By default, the linear regression is fitted to data but adding another argument `nlin = T`, the non linear regressions is fitted instead.
```{r}
multi_fit <- fit_multi(
time_col = "time",
intensity_col = "random_y",
data = multi_epidemic,
strata_cols = "DPC"
)
```
All parameters of the list can be returned using the \$ operator as below.
```{r}
head(multi_fit$Parameters)
```
Similarly, all data can be returned.
```{r}
head(multi_fit$Data)
```
If nonlinear regression is preferred, the `nlim` argument should be set to `TRUE`
```{r}
multi_fit2 <- fit_multi(
time_col = "time",
intensity_col = "random_y",
data = multi_epidemic,
strata_cols = "DPC",
nlin = TRUE)
head(multi_fit2$Parameters)
```
#### Want to estimate K?
If you want to estimate `K`, set `nlin = TRUE` and `estimate_K = TRUE`.
> NOTE: If you do not set both arguments `TRUE`, `K` will not be estimated, because `nlin` defaut is `FALSE`. Also remember that when estimating K, we don't fit the *Exponential* model.
```{r}
multi_fit_K <- fit_multi(
time_col = "time",
intensity_col = "random_y",
data = multi_epidemic,
strata_cols = "DPC",
nlin = T,
estimate_K = T
)
```
```{r}
head(multi_fit_K$Parameters)
```
### Graphical outputs
Use [`ggplot2`](https://ggplot2.tidyverse.org/) to produce elegant data visualizations of models curves and the estimated parameters.
#### DPCs and fitted curves
The original data and the predicted values by each model are stored in `multi_fit$Data`. A nice plot can be produced as follows:
```{r}
multi_fit$Data %>%
ggplot(aes(time, predicted, color = DPC)) +
geom_point(aes(time, y), color = "gray") +
geom_line(size = 1) +
facet_grid(DPC ~ model, scales = "free_y") +
theme_minimal_hgrid()+
coord_cartesian(ylim = c(0, 1))
```
Using the *dplyr* function `filter` only the model of interest can be chosen for plotting.
```{r}
multi_fit$Data %>%
filter(model == "Gompertz") %>%
ggplot(aes(time, predicted, color = DPC)) +
geom_point(aes(time, y),
color = "gray",
size = 2
) +
geom_line(size = 1.2) +
theme_minimal_hgrid() +
labs(
x = "Time",
y = "Disease Intensity"
)
```
#### Apparent infection rate
The `multi_fit$Parameters` element is where all stats and parameters as stored.
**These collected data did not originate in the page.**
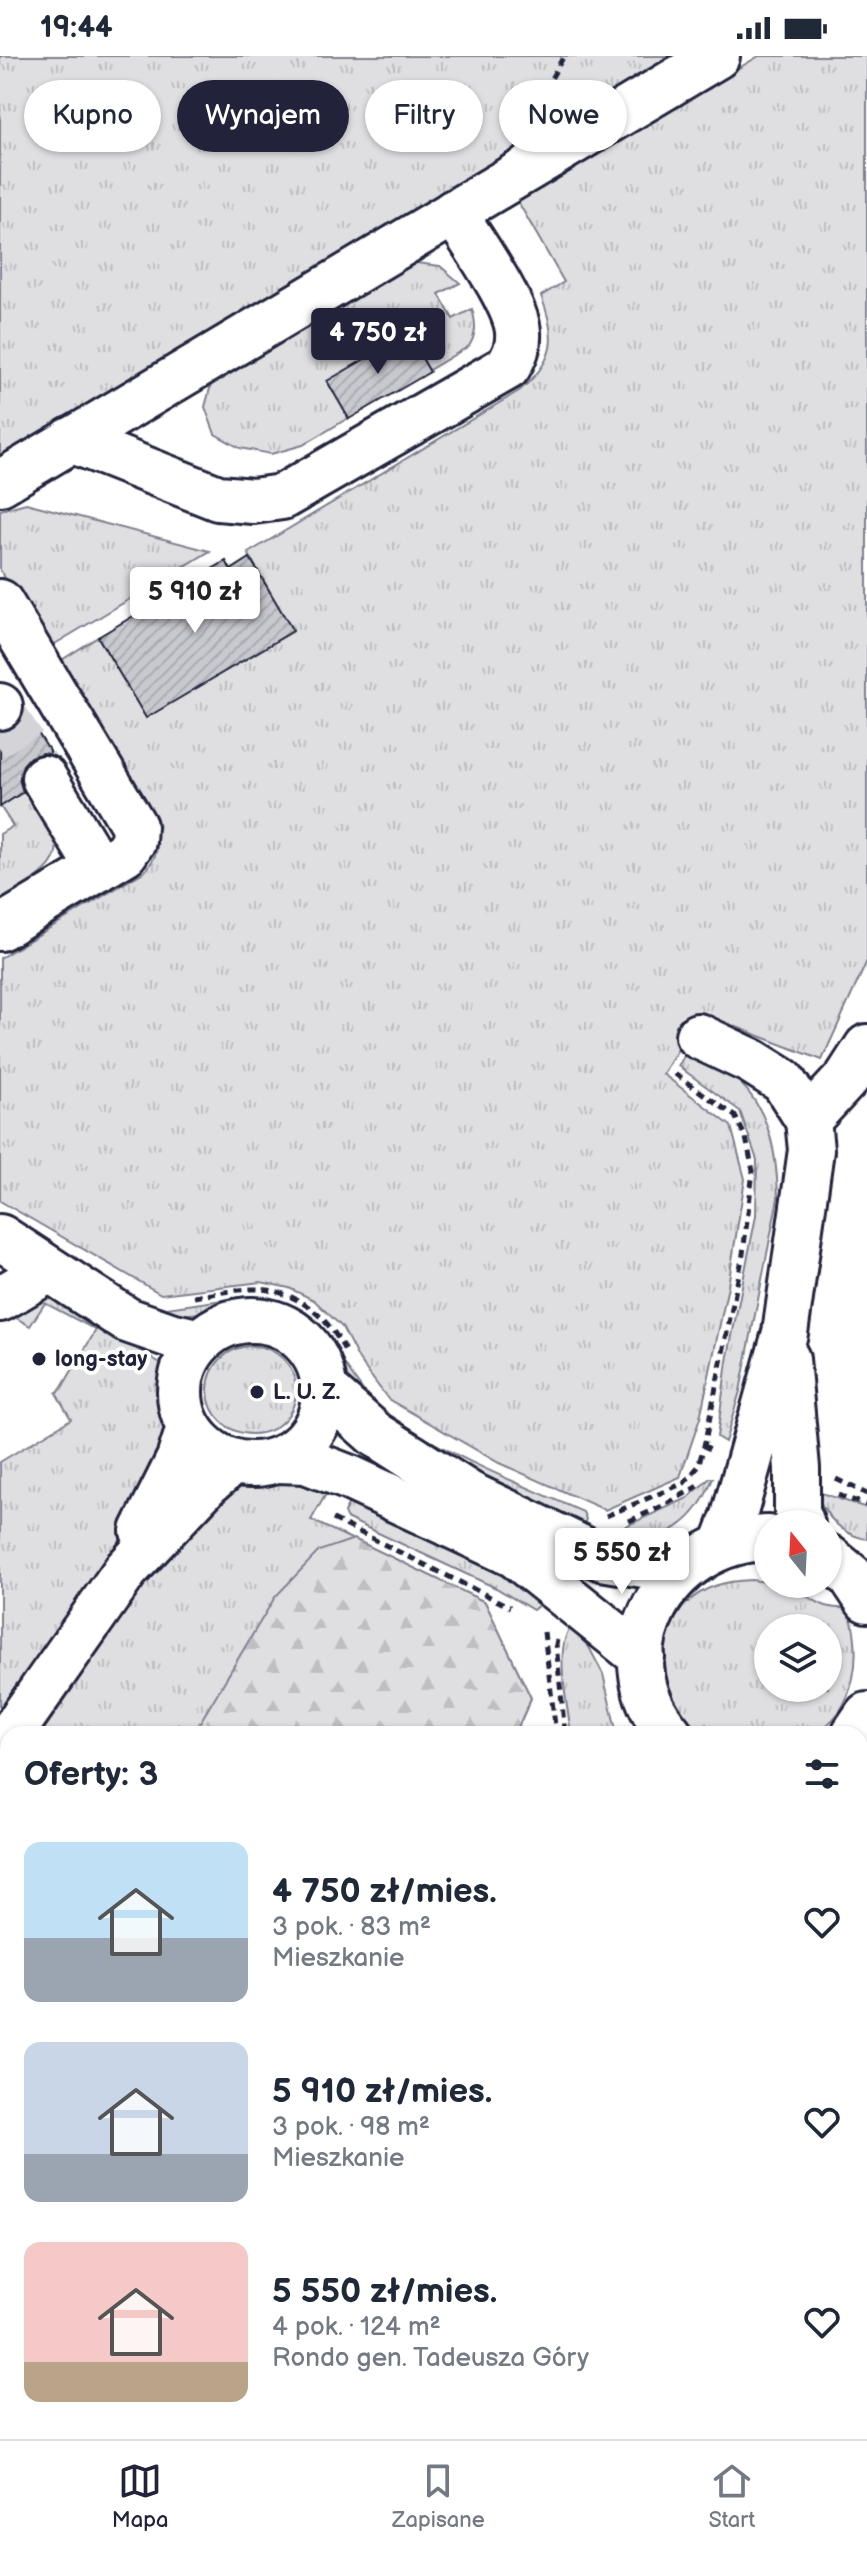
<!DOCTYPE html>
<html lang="pl">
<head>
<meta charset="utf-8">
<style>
  body { margin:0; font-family:"Balsamiq Sans",sans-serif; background:#f2f2f3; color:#1f2937; height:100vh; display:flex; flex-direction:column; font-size:30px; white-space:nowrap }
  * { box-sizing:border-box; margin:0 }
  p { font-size:26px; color:#747a83 }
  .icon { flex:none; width:44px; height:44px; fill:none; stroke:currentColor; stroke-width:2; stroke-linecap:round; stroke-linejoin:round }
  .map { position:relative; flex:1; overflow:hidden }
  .panel { position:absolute; left:0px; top:1670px; width:868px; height:714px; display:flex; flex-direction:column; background:#fff; border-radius:24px 24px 0 0; box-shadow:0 2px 6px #0004 }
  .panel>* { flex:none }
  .guide { position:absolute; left:24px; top:24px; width:820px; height:72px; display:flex; gap:16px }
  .needle { width:52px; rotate:342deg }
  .controls { position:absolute; left:754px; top:1454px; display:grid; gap:16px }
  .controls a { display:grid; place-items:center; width:88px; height:88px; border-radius:50%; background:#fff; box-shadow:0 2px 6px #0004; font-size:40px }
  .price { position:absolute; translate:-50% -68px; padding:0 18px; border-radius:8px; background:#fff; color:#222; font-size:26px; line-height:52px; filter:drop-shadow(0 2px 4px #0008) }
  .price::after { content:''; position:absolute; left:50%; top:48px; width:24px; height:18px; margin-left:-12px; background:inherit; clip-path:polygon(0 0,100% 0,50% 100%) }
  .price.on { background:#22223b; color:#fff }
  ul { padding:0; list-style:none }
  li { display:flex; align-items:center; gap:24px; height:200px; padding:0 24px }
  li span { display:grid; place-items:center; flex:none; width:224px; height:160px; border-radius:16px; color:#555 }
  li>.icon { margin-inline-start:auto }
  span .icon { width:96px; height:96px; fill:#fffc; stroke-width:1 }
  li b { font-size:34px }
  h2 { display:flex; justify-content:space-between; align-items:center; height:96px; padding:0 24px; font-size:34px }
  .tag { padding:0 28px; border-radius:36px; background:#fff; box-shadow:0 2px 6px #0004; font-size:28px; line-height:72px }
  .tag.on { background:#22223b; color:#fff }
  .status { display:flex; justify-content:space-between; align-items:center; height:56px; padding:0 40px; background:#fff; direction:ltr }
  .status svg { height:22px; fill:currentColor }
  .menu { display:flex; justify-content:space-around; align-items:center; height:112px; border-top:2px solid #e0e1e3; background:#fff; font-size:22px; color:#747a83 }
  .menu a { display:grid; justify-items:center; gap:4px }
  .menu .on { color:#22223b }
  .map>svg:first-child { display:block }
  .grass { fill:url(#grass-tufts); stroke:#80808e; stroke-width:2; fill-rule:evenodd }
  .forest { fill:url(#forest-firs); stroke:#80808e; stroke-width:2 }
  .water { fill:url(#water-waves); stroke:#7a7a88; stroke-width:2 }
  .building { fill:url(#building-hatch); stroke:#22223b; stroke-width:2 }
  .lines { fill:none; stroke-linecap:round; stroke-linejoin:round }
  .minor-tunnel { stroke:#d3d3d8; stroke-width:44; stroke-dasharray:44 22; stroke-linecap:butt }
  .minor-casing { stroke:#22223b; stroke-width:50 }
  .major-casing { stroke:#22223b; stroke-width:50 }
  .path { stroke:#22223b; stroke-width:5; stroke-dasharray:8 6; stroke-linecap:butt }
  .minor { stroke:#fff; stroke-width:44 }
  .major { stroke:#fff; stroke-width:44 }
  .poi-dot { fill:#22223b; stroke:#fff; stroke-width:3 }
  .labels { text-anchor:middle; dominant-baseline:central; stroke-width:8; stroke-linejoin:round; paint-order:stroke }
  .poi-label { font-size:22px; font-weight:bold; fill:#22223b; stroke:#fff; text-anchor:start }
</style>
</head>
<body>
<div class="status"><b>19:44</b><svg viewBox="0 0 49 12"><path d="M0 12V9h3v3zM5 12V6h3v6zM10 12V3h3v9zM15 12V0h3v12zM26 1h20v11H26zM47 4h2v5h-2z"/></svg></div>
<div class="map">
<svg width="867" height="2383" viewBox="0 0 867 2383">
  <defs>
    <pattern id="grass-tufts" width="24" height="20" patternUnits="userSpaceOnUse" patternTransform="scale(2)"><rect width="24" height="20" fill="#dfdfe2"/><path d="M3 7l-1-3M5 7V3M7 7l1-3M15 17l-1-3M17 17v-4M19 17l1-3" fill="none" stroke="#bfbfc3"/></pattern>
    <pattern id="forest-firs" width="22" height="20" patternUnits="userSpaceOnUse" patternTransform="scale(2)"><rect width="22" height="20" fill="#dfdfe2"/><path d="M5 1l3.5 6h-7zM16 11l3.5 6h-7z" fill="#bfbfc3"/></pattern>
    <pattern id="water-waves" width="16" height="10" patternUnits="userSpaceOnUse" patternTransform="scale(2)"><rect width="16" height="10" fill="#b4b4bc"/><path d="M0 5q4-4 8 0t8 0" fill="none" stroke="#9a9aa2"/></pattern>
    <pattern id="building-hatch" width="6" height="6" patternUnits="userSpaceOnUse" patternTransform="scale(2)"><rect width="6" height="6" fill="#c8c8cf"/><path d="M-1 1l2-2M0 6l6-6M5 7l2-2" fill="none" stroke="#acacb3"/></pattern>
  </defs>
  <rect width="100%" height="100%" fill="#fff"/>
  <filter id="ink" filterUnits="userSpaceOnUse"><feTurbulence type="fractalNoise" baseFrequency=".0125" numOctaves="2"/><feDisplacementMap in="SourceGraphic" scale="16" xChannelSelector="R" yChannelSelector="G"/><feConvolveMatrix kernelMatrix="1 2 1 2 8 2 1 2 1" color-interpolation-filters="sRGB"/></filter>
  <g filter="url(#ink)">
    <!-- grass -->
    <g class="grass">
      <polygon points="0,0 675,0 0,402"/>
      <path d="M759 0H867V905L822 1004 700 957 663 1018 731 1070 745 1123 728 1230 700 1362 680 1421 605 1454 499 1407 388 1343 359 1304 342 1271 314 1244 289 1232 261 1226 161 1238 0 1145V902L145 815C158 800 160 789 154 770L57 607 98 581 146 661 292 576 248 497 519 335C555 305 558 283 541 240L564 226 517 144Z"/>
      <path d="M408 206 440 210 460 227 439 238 453 263 472 253C476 267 477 278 469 290L303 389 271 398 240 392 215 378 205 351 212 325Z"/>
      <polygon points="26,447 210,495 48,592 0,514 0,454"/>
      <path d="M30 732C71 800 67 804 0 846V778L13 770 0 750Z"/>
      <path d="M687 995C703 1004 722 1011 736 1023 770 1053 777 1099 778 1142L740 1335 725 1386 717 1381 727 1305 756 1160 757 1104 740 1055 678 1010Z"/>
      <polygon points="45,1238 162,1308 167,1316 167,1349 171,1373 155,1428 47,1600 0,1667 0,1406 71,1363 56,1337 61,1333 96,1274 45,1247 30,1270 4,1255"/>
      <path d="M250 1240C303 1246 318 1260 343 1306 352 1320 363 1334 373 1348L343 1329C337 1283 300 1243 251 1246 231 1247 211 1257 190 1258 181 1259 169 1255 160 1253Z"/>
      <circle cx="252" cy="1334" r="44"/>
      <path d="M396 1367H401C458 1404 521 1428 583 1456L586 1463 582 1474 504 1443Z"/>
      <path d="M710 1422H713C696 1469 663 1489 613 1484L617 1474 688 1442Z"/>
      <polygon points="288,1424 326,1438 311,1464 485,1546 531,1642 515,1678 41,1678 172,1489 226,1433 257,1425"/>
      <path d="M815 1435 867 1452V1483C840 1479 825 1459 815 1435Z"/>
      <polygon points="350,1444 489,1510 540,1548 533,1554 496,1532 346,1462 344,1457"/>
      <path d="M751 1524C766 1526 780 1527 794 1534 817 1543 821 1554 848 1552 863 1593 858 1656 813 1678 794 1678 715 1682 703 1677 659 1656 652 1582 685 1549 703 1530 726 1525 751 1524ZM768 1572H828V1632H768Z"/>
      <path d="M570 1572 589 1591 603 1618 617 1678H571C568 1651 554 1594 570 1572Z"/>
      <polygon points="8,1725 8,2376 207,2376 203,2383 0,2383 0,1737"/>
    </g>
    <!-- forest -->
    <g class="forest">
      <polygon points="354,1483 485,1546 531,1642 515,1678 193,1678 275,1541 319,1495"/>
      <polygon points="8,2016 8,2376 207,2376 203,2383 0,2383 0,2027"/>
    </g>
    <!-- water -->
    <polygon class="water" points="8,1840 8,1960 0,1971 0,1852"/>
    <!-- building -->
    <g class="building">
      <polygon points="408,278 430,316 349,363 327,325"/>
      <polygon points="250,502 293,575 146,662 98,581 226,505 231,514"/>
      <polygon points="24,655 52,699 43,697 30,701 23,709 19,722 23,736 0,751 0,676 13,672 21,664"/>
    </g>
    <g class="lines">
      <!-- minor-tunnel -->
      <polyline class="minor-tunnel" points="0,651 44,722"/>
      <defs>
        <g id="minor">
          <path d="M71 384 218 442 253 445 282 441 508 311C515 299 519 290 518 276 516 246 471 185 454 156"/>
          <polyline points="0,427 717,0"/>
          <polyline points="0,546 134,770 133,785 125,797 0,872"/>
          <polyline points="0,650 0,651"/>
          <polyline points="44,722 99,813"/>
          <polyline points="698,980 751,1005 783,1025 808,1064"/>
          <polyline points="0,1181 127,1264 170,1279 200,1286"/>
          <polyline points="0,1243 49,1214"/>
          <circle cx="252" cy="1336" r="72"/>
          <polyline points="787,1303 797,1412 797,1455 802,1468"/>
          <polyline points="324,1333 375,1378 469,1438 602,1502 680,1515"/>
          <polyline points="277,1404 306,1405 350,1422 515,1499 642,1601"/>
          <polyline points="143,1475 179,1403 189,1372"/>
          <polyline points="723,1489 734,1460 785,1277 811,1094 808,1064 847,1022 867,991"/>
          <polyline points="11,1678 126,1514 208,1427 233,1406"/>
          <polyline points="860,1747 867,1740"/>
          <polyline points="494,2383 497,2376"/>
        </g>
        <g id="major">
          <polyline points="828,1501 851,1520 867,1544"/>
          <path d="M670 1678C600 1598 666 1484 768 1482"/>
          <polyline points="854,1678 867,1659"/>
          <polyline points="356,2383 359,2376"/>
          <polyline points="417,2383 420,2376"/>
        </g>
      </defs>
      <!-- minor casing -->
      <use href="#minor" class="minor-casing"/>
      <!-- major casing -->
      <use href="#major" class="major-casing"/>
      <!-- path -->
      <g class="path">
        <polyline points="537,60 538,45 564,0"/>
        <polyline points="675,1018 735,1060 746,1082 753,1115 743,1198 704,1390"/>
        <path d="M194 1241C213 1238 232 1234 250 1233 294 1231 330 1261 347 1299"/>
        <polyline points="836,1423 867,1438"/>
        <polyline points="838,1439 867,1449"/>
        <polyline points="606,1460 684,1427 698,1411 704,1390 710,1393"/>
        <polyline points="333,1463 510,1551"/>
        <polyline points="629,1465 665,1449 698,1430"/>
        <polyline points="544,1576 556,1678"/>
        <polyline points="557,1584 556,1588 565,1678"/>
        <polyline points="281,2383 284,2376"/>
        <polyline points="291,2383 295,2376"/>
      </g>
      <!-- minor -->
      <use href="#minor" class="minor"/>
      <!-- major -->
      <use href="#major" class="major"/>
    </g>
  </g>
  <!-- markers -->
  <g class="poi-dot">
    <circle cx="39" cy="1303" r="8"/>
    <circle cx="257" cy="1336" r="8"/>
  </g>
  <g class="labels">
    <!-- poi labels -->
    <g class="poi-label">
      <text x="55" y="1303">long-stay</text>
      <text x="273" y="1336">L. U. Z.</text>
    </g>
  </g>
</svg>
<div class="controls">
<a><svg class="needle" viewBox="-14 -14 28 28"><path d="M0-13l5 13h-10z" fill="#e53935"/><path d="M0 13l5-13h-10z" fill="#747a83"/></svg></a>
<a><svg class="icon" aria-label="layers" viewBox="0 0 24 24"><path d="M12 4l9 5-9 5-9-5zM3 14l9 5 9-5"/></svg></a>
</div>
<b class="price on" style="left:378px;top:320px">4 750 zł</b>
<b class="price" style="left:195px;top:579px">5 910 zł</b>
<b class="price" style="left:622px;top:1540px">5 550 zł</b>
<div class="guide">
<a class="tag">Kupno</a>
<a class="tag on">Wynajem</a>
<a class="tag">Filtry</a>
<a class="tag">Nowe</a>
</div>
<section class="panel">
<h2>Oferty: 3<svg class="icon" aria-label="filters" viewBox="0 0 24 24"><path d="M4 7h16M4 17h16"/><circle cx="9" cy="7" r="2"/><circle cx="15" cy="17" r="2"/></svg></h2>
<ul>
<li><span style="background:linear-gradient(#bfe0f5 60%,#9aa5b1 0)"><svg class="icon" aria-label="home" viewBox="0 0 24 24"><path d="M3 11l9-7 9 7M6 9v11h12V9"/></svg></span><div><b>4 750 zł/mies.</b><p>3 pok. · 83 m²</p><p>Mieszkanie</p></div><svg class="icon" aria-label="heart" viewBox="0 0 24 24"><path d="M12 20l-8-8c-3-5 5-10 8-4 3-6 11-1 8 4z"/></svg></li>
<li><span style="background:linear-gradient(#c9d6e8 70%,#9aa5b1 0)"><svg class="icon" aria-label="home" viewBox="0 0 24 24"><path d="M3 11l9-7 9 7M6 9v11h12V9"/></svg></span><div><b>5 910 zł/mies.</b><p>3 pok. · 98 m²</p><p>Mieszkanie</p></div><svg class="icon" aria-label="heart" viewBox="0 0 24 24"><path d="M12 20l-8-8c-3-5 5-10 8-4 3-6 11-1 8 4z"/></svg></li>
<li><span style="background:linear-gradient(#f6c9c9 75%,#b9a48a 0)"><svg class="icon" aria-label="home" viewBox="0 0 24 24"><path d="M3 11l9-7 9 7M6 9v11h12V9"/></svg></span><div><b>5 550 zł/mies.</b><p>4 pok. · 124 m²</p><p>Rondo gen. Tadeusza Góry</p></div><svg class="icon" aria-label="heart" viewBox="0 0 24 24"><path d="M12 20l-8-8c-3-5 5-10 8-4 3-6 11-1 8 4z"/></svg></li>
</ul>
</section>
</div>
<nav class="menu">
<a class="on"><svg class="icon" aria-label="map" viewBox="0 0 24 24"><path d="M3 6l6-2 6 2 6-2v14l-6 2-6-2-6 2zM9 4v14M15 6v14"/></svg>Mapa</a>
<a><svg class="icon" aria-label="saved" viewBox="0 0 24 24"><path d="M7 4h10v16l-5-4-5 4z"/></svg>Zapisane</a>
<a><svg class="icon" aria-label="home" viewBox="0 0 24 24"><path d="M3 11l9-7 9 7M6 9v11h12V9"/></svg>Start</a>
</nav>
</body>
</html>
Let's plot the estimates of the apparent infection rate.
```{r}
multi_fit$Parameters %>%
filter(model == "Gompertz") %>%
ggplot(aes(DPC, r)) +
geom_point(size = 3) +
geom_errorbar(aes(ymin = r_ci_lwr, ymax = r_ci_upr),
width = 0,
size = 1
) +
labs(
x = "Time",
y = "Apparent infection rate"
) +
theme_minimal_hgrid()
```
## References
Lin L (2000). A note on the concordance correlation coefficient. Biometrics 56: 324 - 325.